March 29, 2018, © Leeham News: Boeing’s 787-9 has opened new ultra-long routes such as Qantas’ first flight from Perth in Australia to London Heathrow last weekend (a 7,900nm, 17-hours flight). The 787-9 has been the undisputed long-haul star under 300 seats, with Airbus A350-900ULR underbidding the Boeing 777-200LR’s fuel burn for over 300 seats ultra-long haul flying.

But the competition for below 300 seat ULR alternatives will change in two years. Airbus A330-800 is then available in its 251t version. It will fly longer than the 787-9, according to Airbus.

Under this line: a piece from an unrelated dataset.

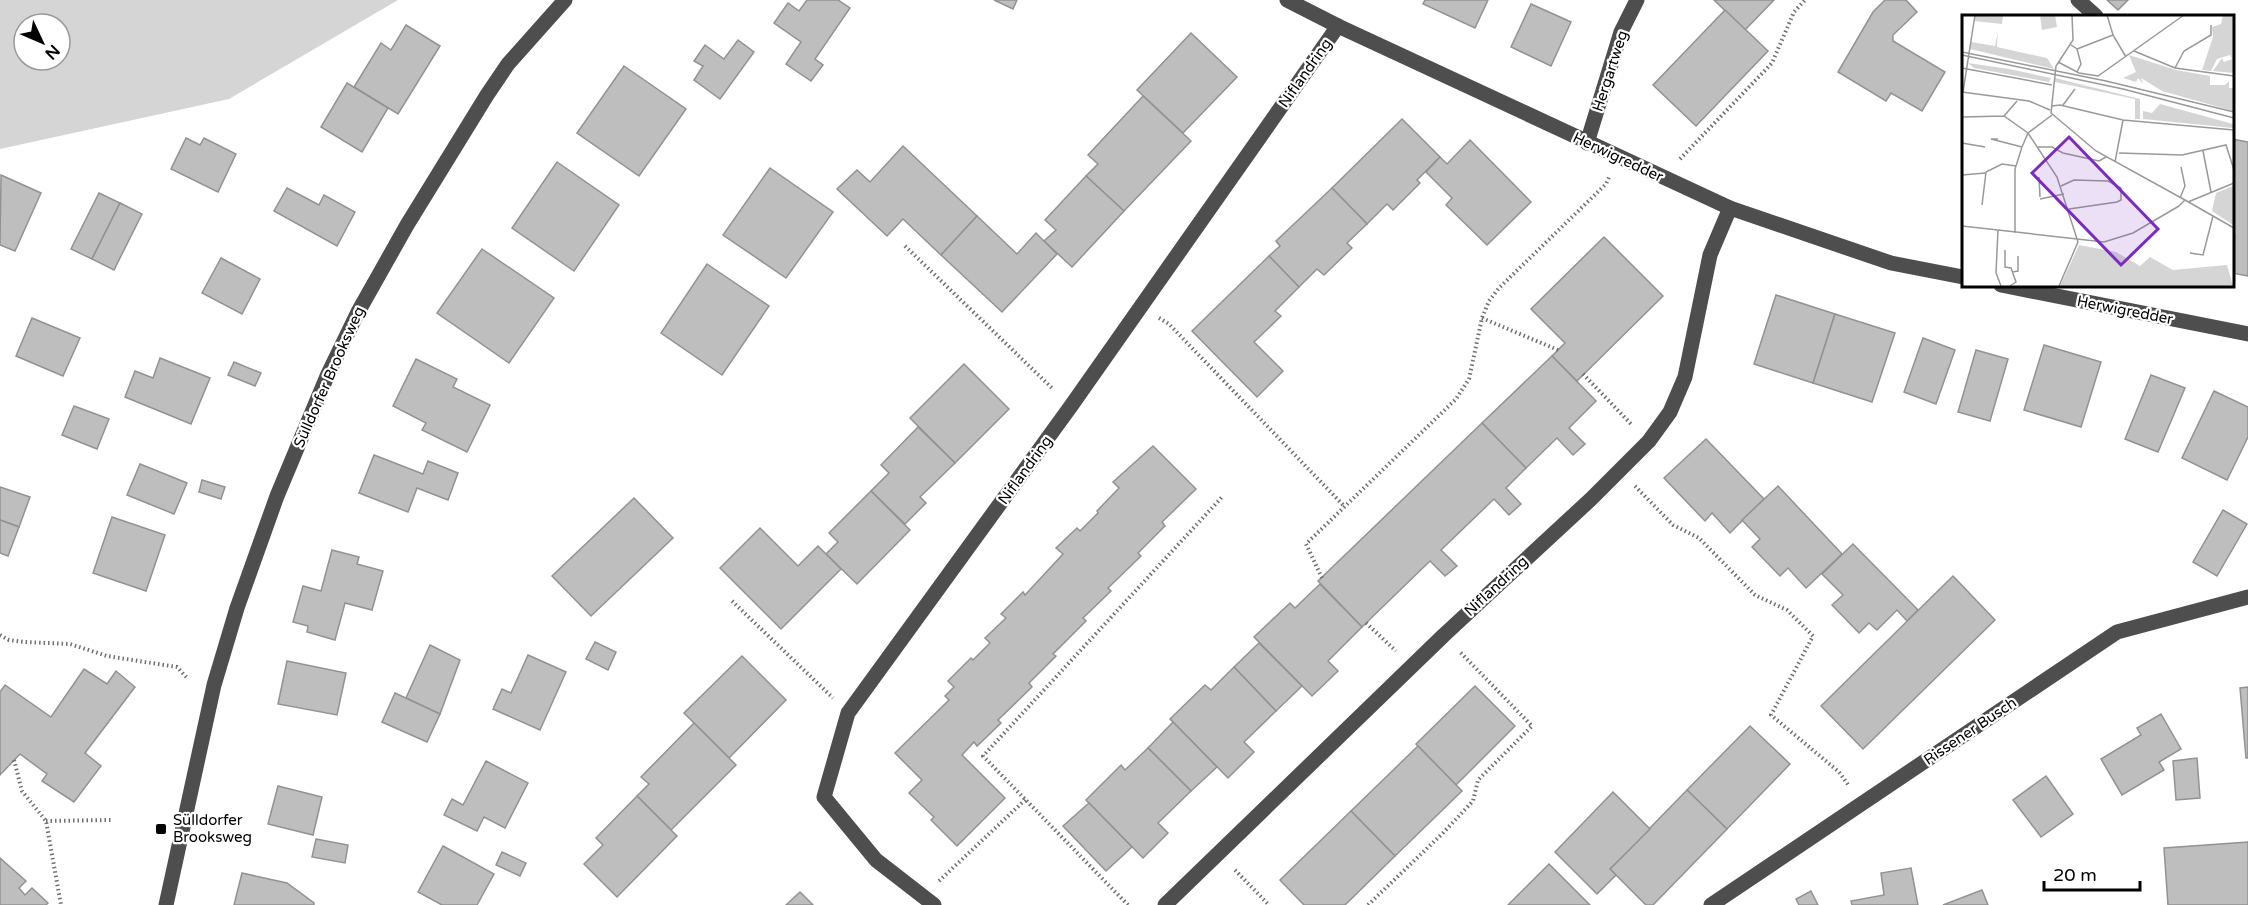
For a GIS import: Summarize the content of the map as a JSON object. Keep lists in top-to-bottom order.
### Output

The range of 7,635nm given by Boeing for the 787-9 and 8,150nm by Airbus for the A330-800 is not using the same seating and fuel reserve rules. We use our performance model to weed out the differences, to make an apples-to-apples comparison of the 787-9 and A330-800 as ULR aircraft.

Summary:

  • The choice between the 787-9 or A330-800 for Ultra Long-haul Routes (ULR) will depend on the passenger loads which can be expected.
  • For thin routes, the A330-800 will be the cheaper aircraft to operate.
  • It will also fly longer on thin routes, as its large tanks mean passenger capacity can be traded for more fuel further than for a 787-9.
  • When the 787-9 can be filled, it’s the choice with the better seat-mile cost, as it should; it’s the larger aircraft, spreading fixed costs over more paying passengers.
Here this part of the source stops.